Association of Lipoprotein (a) with Peri-coronary Inflammation in Persons with and without HIV Infection

Persons with human immunodeficiency virus (HIV) (PWH) have an approximately 2-fold increased risk of developing cardiovascular disease (CVD) than those without HIV (PWoH)1, 2. This increased CVD risk may be due to chronic systemic inflammation and immune activation in PWH3. Lipoprotein (a) (Lp(a)), a subclass of low-density lipoprotein (LDL), is an independent atherosclerotic risk factor in PWoH4, 5. While elevated Lp(a) levels may occur in PWH6, few studies have investigated the association of Lp(a) and subclinical atherosclerosis7, 8, and no studies have evaluated its association with peri-coronary inflammation.

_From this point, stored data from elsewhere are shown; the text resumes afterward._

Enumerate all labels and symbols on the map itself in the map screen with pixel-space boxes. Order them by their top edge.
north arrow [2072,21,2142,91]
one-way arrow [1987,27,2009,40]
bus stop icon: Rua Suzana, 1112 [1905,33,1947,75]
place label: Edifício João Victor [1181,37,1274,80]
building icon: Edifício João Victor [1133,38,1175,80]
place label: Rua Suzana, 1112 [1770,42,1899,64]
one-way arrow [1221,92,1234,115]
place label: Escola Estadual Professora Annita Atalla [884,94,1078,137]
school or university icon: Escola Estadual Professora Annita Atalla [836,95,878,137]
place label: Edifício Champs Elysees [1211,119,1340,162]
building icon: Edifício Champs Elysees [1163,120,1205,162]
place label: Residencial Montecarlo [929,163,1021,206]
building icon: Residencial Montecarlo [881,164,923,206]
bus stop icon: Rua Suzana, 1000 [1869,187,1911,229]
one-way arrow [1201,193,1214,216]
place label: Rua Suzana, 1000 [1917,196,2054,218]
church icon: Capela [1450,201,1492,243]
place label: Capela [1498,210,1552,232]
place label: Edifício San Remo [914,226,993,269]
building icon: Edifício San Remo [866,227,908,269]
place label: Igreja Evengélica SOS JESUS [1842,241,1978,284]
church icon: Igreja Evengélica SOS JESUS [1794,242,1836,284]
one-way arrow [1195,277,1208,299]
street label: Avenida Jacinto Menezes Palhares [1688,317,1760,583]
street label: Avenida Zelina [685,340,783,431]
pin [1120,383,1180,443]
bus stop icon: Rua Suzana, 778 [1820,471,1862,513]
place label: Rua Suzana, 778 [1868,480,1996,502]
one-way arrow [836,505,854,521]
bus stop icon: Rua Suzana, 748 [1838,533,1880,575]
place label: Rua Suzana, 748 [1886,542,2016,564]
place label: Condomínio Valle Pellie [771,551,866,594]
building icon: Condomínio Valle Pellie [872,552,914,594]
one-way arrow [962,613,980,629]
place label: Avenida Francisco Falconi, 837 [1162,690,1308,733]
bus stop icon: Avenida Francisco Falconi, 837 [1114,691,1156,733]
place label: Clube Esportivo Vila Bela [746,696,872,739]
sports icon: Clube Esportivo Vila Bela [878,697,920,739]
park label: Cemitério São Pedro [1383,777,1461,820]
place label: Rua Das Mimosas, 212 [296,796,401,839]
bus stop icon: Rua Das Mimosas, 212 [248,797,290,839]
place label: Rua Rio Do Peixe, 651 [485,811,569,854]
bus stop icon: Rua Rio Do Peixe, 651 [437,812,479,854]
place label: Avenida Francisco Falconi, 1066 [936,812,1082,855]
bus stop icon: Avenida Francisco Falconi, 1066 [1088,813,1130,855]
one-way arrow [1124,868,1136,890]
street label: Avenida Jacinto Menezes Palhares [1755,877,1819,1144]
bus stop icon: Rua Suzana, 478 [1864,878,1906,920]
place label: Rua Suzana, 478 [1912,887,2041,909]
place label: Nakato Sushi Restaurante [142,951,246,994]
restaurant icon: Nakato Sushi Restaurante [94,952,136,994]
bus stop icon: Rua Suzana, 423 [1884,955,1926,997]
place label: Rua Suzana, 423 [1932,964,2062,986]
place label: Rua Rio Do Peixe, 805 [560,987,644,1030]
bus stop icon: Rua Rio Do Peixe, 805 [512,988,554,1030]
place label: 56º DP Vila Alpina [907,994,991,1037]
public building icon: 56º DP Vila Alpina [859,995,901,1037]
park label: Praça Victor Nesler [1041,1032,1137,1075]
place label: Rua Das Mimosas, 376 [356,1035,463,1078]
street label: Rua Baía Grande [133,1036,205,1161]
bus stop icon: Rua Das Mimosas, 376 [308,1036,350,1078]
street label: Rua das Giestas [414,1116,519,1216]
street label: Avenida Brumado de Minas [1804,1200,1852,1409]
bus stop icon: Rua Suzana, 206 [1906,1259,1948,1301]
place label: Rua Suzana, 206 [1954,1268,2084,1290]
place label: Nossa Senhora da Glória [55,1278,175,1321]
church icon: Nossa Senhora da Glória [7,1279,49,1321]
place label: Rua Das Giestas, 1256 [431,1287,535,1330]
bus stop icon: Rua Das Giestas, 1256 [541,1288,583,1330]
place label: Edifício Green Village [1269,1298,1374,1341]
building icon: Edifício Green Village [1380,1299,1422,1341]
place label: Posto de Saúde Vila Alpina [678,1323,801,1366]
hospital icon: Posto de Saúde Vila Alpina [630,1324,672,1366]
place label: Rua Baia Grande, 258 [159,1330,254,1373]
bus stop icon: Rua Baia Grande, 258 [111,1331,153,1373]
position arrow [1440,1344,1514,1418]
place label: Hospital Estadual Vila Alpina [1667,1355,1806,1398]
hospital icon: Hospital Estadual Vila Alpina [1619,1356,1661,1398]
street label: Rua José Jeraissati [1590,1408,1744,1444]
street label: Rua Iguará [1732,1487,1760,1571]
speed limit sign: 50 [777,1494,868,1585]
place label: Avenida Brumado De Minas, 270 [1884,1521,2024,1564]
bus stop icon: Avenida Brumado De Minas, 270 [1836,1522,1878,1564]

Recently, the fat attenuation index (FAI) was developed to quantify peri-coronary inflammation by measuring perivascular fat composition and shown to correlate with peri-coronary inflammation9. In the CRISP CT study, which was a post-hoc analysis of prospective outcome data from two large cohorts, the authors found that lower (less negative) FAI values in the proximal right coronary artery (RCA) and left anterior descending artery (LAD), but not the left circumflex coronary artery, were found to independently predict atherosclerotic CVD (ASCVD) risk in PWoH, illustrating the spatially heterogeneous process of atherosclerosis10. Some investigators have suggested that FAI is a more robust predictor of coronary artery inflammation and early atherosclerosis than the coronary calcium score, which is determined by structural changes that occur later in the atherosclerotic process9. To this end, our group initiated a longitudinal cohort study to characterize FAI in PWH on ART as well as in PWoH11.

Based upon prior associations of Lp(a) with soluble inflammatory markers12, monocytes13, 14, and T lymphocyte subsets15 in PWoH, the current cross-sectional analysis was designed to investigate the association between baseline FAI and plasma levels of Lp(a) in PWH and PWoH, and the extent to which Lp(a) levels may be correlated to markers of inflammation and immune cell activation. We hypothesized that Lp(a) would be associated with increased peri-coronary inflammation and correlated with systemic inflammation and monocyte and T cell activation in PWH.